In a landmark crypto-currency litigation case pending before the US District Court in the Southern District of New York, the Securities and Exchange Commission (“SEC”) brought an action against Ripple Labs, Inc. and its officers (“Ripple”). The crux of the SEC’s complaint is that Ripple sold unregistered securities – XRP – a virtual currency designed and engineered to be a “native currency” of the XRP Ledger, which purports to settle transactions in “3 to 5 seconds” according to Ripple1. There are approximately 100 billion XRP in circulation with Ripple owning 50.2% and 49.8 billion held by outside investors.

Most recently, the SEC and Ripple filed Motions for Summary Judgment as to the determination of whether XRP is a security that falls within the ambit of the registration and disclosure requirements of the 1933 Securities Act. The core arguments center around the seminal test espoused in SEC v. W.J. Howey Co. (a case that is remarkably over 75 years old) as to whether XRP is a security, or not. The Howey test is comprised of three (3) elements: “an investment of money in a common enterprise with profits to come solely from the efforts of others2.”

For its part, Ripple has argued that XRP is not a security subject to registration or disclosure. More specifically, that “…XRP gives the recipient no stake in any business enterprise and certainly no stake in Ripple.”; “There was no exchange of money for a significant portion of the XRP distributed by Ripple; and where money was exchanged, it was not an ‘investment of money’ under Howey”; That there was no common enterprise and no evidence that XRP purchasers “reasonably expected profits” from Ripple3.

The SEC contends that Ripple violated Section 5 of the 1933 Act by “offering and selling over $2 billion worth of XRP to the public and used those proceeds to fund Ripple’s business” without appropriate registration4. And consequently, that XRP constitutes a security under the Howey test as:

  1. Ripple made money through XRP sales;
  2. That XRP investors expected to profit from buying XRP; &
  3. “Ripple publicly tied the potential for profit to its promised entrepreneurial and managerial efforts” (essentially relying on the XRP ledger and ecosphere to promote demand and enhance value)5.

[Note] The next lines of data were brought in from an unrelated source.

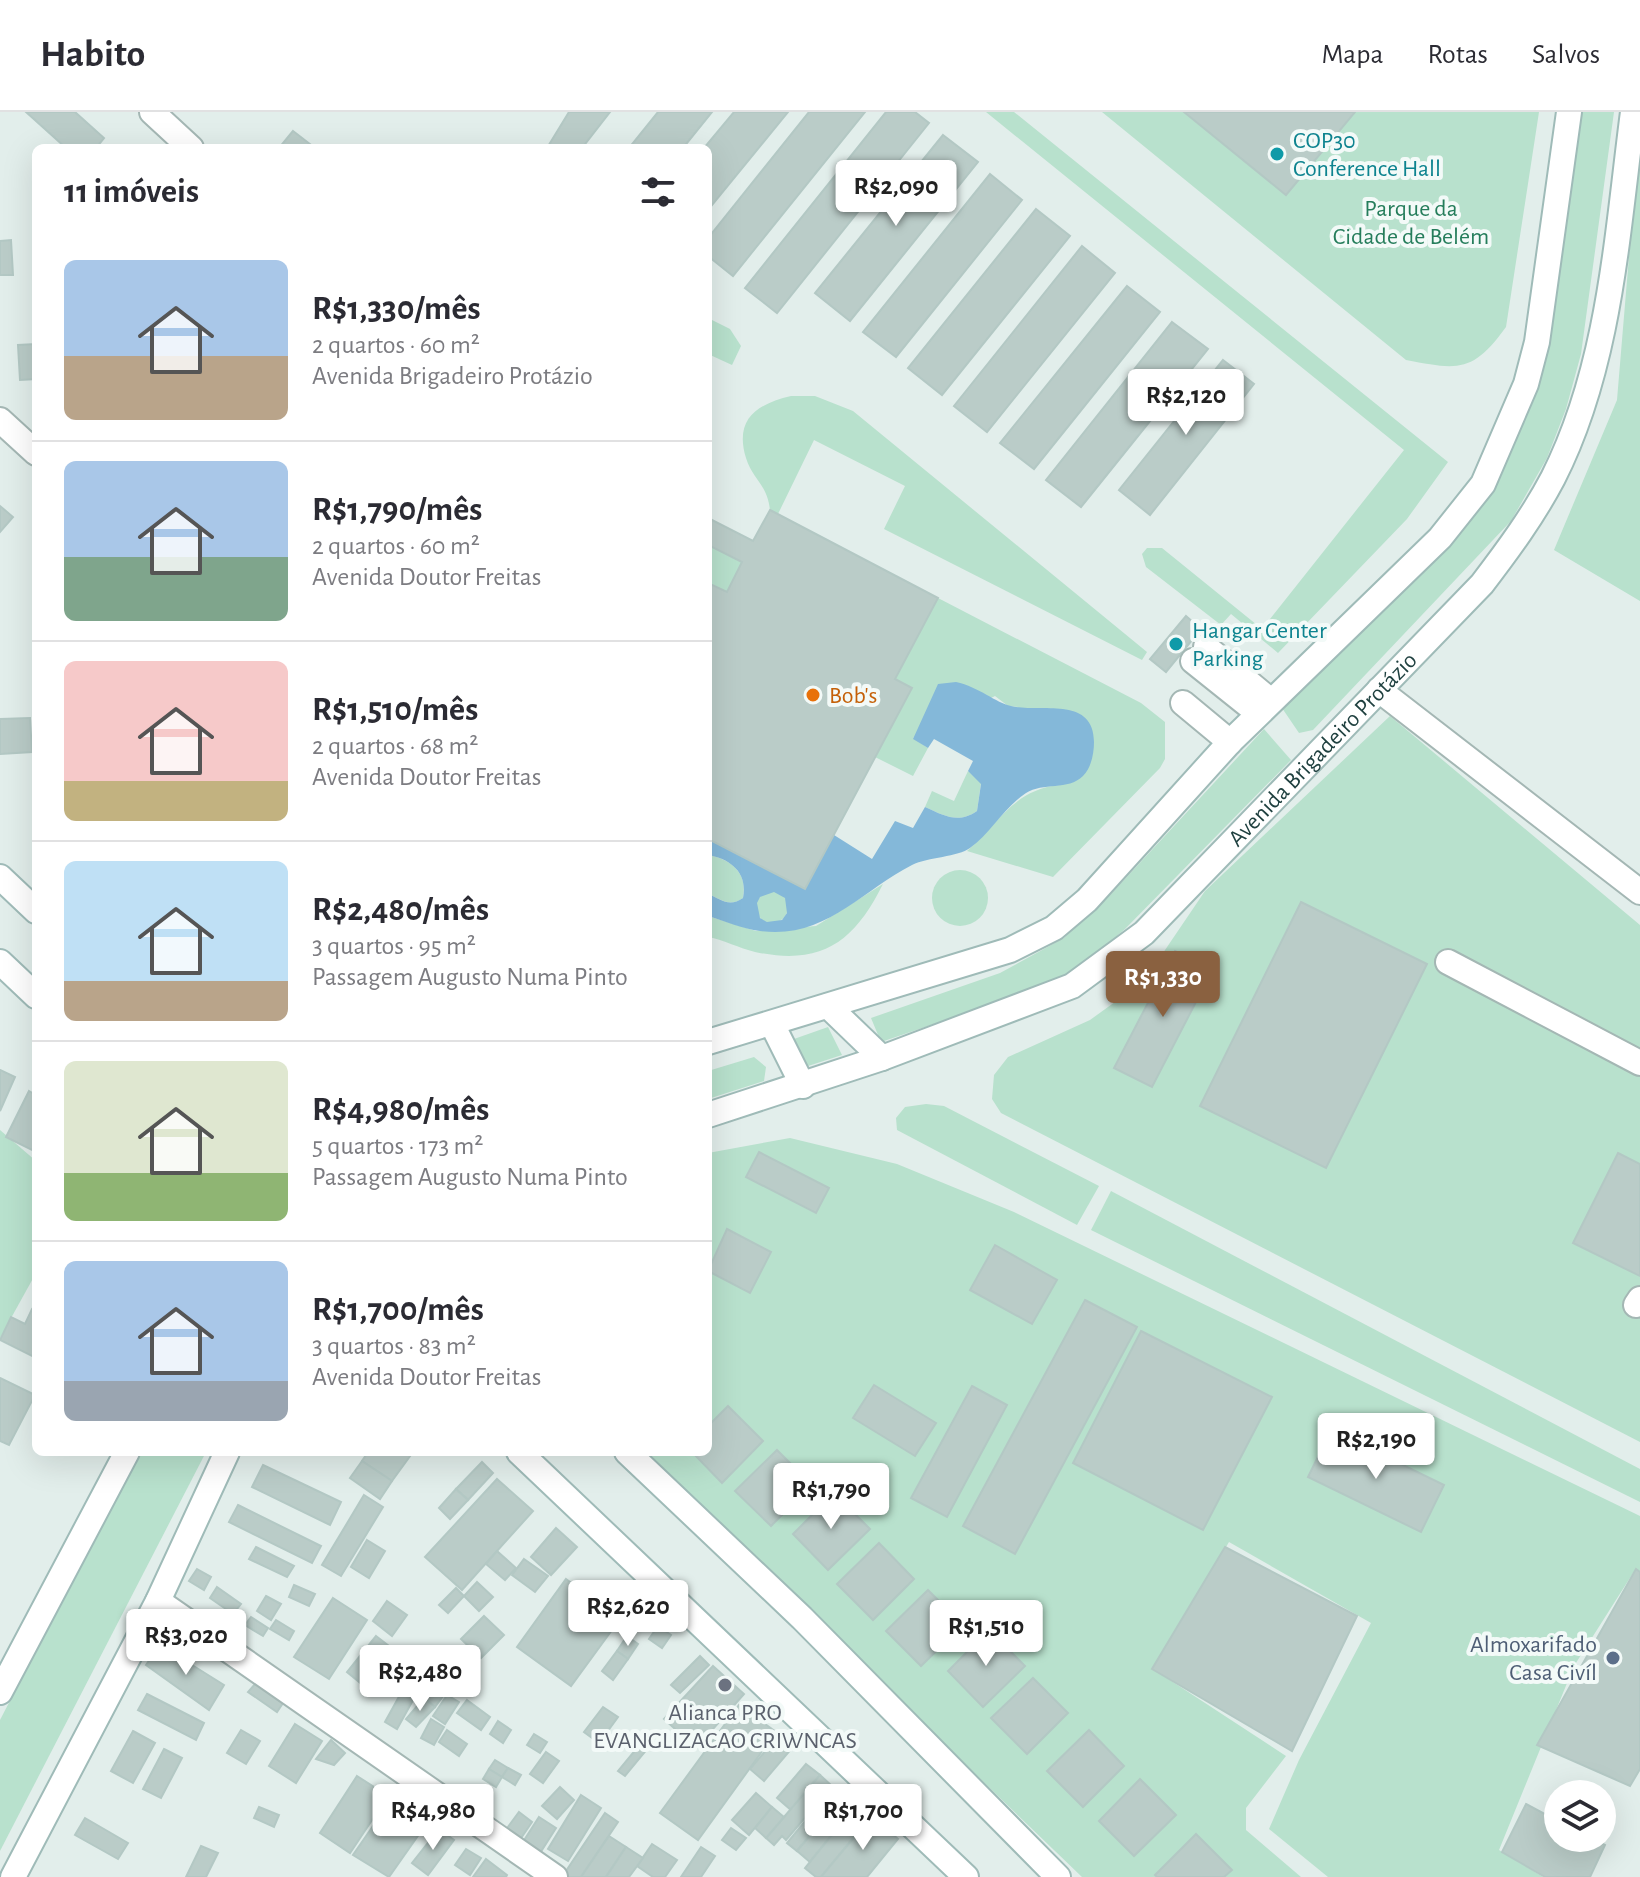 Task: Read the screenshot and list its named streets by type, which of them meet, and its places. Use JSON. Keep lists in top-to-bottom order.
{
  "streets": {
    "main road": ["Avenida Brigadeiro Protázio"]
  },
  "parks": ["Parque da Cidade de Belém"],
  "places": [
    "COP30 Conference Hall",
    "Hangar Center Parking",
    "Bob's",
    "Almoxarifado Casa Civíl",
    "Alianca PRO EVANGLIZACAO CRIWNCAS"
  ],
  "page": {
    "header": "Habito",
    "nav": ["Mapa", "Rotas", "Salvos"],
    "heading": "11 imóveis",
    "price": [
      "R$2,090",
      "R$2,120",
      "R$1,330",
      "R$2,190",
      "R$1,790",
      "R$2,620",
      "R$1,510",
      "R$3,020",
      "R$2,480",
      "R$4,980",
      "R$1,700"
    ],
    "list": [
      {
        "name": "R$1,330/mês",
        "note": "2 quartos · 60 m² · Avenida Brigadeiro Protázio"
      },
      {
        "name": "R$1,790/mês",
        "note": "2 quartos · 60 m² · Avenida Doutor Freitas"
      },
      {
        "name": "R$1,510/mês",
        "note": "2 quartos · 68 m² · Avenida Doutor Freitas"
      },
      {
        "name": "R$2,480/mês",
        "note": "3 quartos · 95 m² · Passagem Augusto Numa Pinto"
      },
      {
        "name": "R$4,980/mês",
        "note": "5 quartos · 173 m² · Passagem Augusto Numa Pinto"
      },
      {
        "name": "R$1,700/mês",
        "note": "3 quartos · 83 m² · Avenida Doutor Freitas"
      }
    ]
  }
} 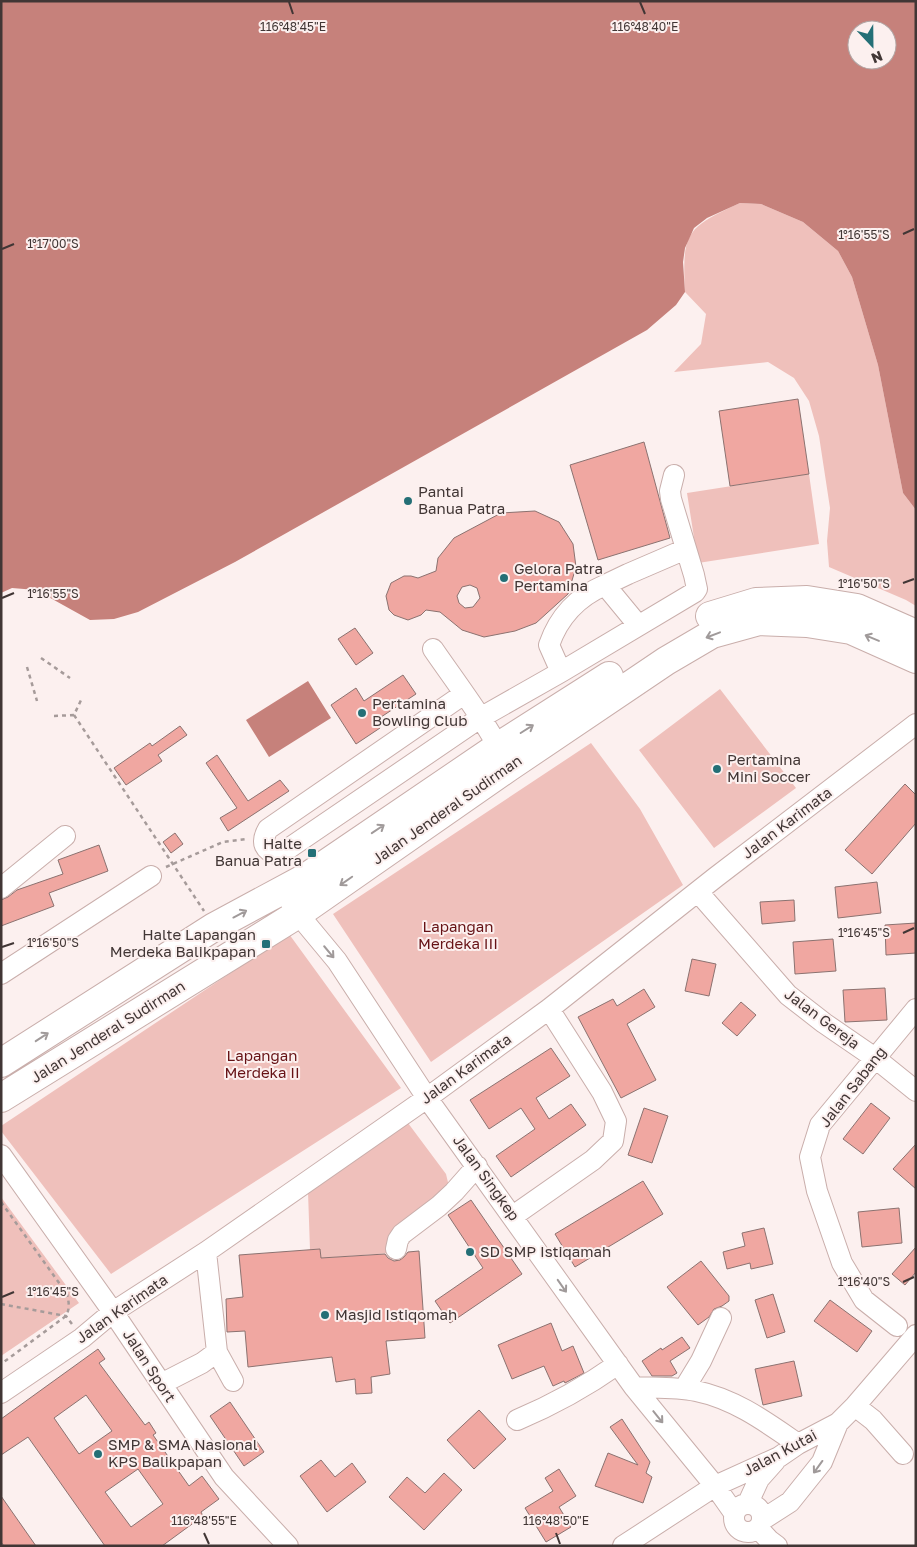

The SEC also reiterated its previous guidance in the DAO Report6 which analyzed the offer and sale of certain “DAO Tokens” and concluded that they were offered and sold as investment contracts predicated on Howey and latter cases.

In short, the SEC’s position has been that “those who sell digital assets to publicly raise capital must ensure their actions comply with the federal securities laws7.” The next question becomes what about exemptions from the securities laws? What about when digital assets are used as collateral for traditional deals? What Howey, DAO Tokens and now Ripple have taught us is that each digital asset must be analyzed on its own with a facts and circumstances analysis. Also, depending on the context, a digital asset could also be treated as a commodity under the auspices of the Commodities Exchange Act and CFTC regulations. This would warrant a similar analysis as well.

While we await the Court’s ruling on the cross-motions for Summary Judgment, the Howey test remains instructive many years later and should be utilized when analyzing whether or not a digital asset constitutes a “security” within the ambit of the federal securities laws.